From: starlight@binnacle.cx
To: Eric Dumazet <eric.dumazet@gmail.com>
Cc: linux-kernel@vger.kernel.org, netdev <netdev@vger.kernel.org>,
	Peter Zijlstra <a.p.zijlstra@chello.nl>,
	Christoph Lameter <cl@gentwo.org>, Willy Tarreau <w@1wt.eu>,
	Ingo Molnar <mingo@elte.hu>,
	Stephen Hemminger <stephen.hemminger@vyatta.com>,
	Benjamin LaHaise <bcrl@kvack.org>, Joe Perches <joe@perches.com>,
	Chetan Loke <Chetan.Loke@netscout.com>,
	Con Kolivas <conman@kolivas.org>,
	Serge Belyshev <belyshev@depni.sinp.msu.ru>
Subject: Re: big picture UDP/IP performance question re 2.6.18 -> 2.6.32
Date: Fri, 07 Oct 2011 02:13:42 -0400	[thread overview]
Message-ID: <6.2.5.6.2.20111007020308.039be248@binnacle.cx> (raw)

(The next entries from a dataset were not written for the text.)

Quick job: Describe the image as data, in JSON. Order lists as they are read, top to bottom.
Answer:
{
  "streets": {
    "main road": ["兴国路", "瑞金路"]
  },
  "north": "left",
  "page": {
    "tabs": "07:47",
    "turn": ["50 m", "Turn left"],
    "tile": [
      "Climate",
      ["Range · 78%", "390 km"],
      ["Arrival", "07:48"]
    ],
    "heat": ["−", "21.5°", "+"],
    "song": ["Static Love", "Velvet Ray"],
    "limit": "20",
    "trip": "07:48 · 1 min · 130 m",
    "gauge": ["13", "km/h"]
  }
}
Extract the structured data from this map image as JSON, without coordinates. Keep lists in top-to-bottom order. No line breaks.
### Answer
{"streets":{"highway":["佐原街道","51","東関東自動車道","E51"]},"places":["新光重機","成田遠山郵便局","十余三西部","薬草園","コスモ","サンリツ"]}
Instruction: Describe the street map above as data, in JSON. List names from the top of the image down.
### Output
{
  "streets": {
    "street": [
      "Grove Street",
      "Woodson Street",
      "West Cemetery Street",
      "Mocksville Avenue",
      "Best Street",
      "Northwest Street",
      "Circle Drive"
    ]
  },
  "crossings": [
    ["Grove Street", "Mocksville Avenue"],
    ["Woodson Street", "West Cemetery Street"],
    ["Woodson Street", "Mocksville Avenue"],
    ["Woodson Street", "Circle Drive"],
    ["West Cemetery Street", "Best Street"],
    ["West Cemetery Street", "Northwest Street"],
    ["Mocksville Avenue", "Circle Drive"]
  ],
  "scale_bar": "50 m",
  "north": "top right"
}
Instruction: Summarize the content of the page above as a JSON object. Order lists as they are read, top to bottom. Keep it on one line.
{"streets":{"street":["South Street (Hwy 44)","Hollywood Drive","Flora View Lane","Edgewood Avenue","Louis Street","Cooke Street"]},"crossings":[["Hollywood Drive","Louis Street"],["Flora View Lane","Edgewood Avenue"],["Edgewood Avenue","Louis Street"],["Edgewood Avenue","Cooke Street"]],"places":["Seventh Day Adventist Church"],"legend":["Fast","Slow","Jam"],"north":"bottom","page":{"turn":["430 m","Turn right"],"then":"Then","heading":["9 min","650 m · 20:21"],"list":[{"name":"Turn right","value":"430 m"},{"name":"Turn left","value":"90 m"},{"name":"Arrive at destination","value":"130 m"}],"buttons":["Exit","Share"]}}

In-Reply-To: <1317966007.3457.47.camel@edumazet-laptop>
At 07:40 AM 10/7/2011 +0200, Eric Dumazet wrote:
>
>Thats exactly the opposite : Your old kernel is not fast enough 
>to enter/exit NAPI on every incoming frame.
>
>Instead of one IRQ per incoming frame, you have less interrupts:
>A napi run processes more than 1 frame.
Please look at the data I posted.  Batching
appears to give 80us *better* latency in this
case--with the old kernel.
>Now increase your incoming rate, and you'll discover a new 
>kernel will be able to process more frames without losses.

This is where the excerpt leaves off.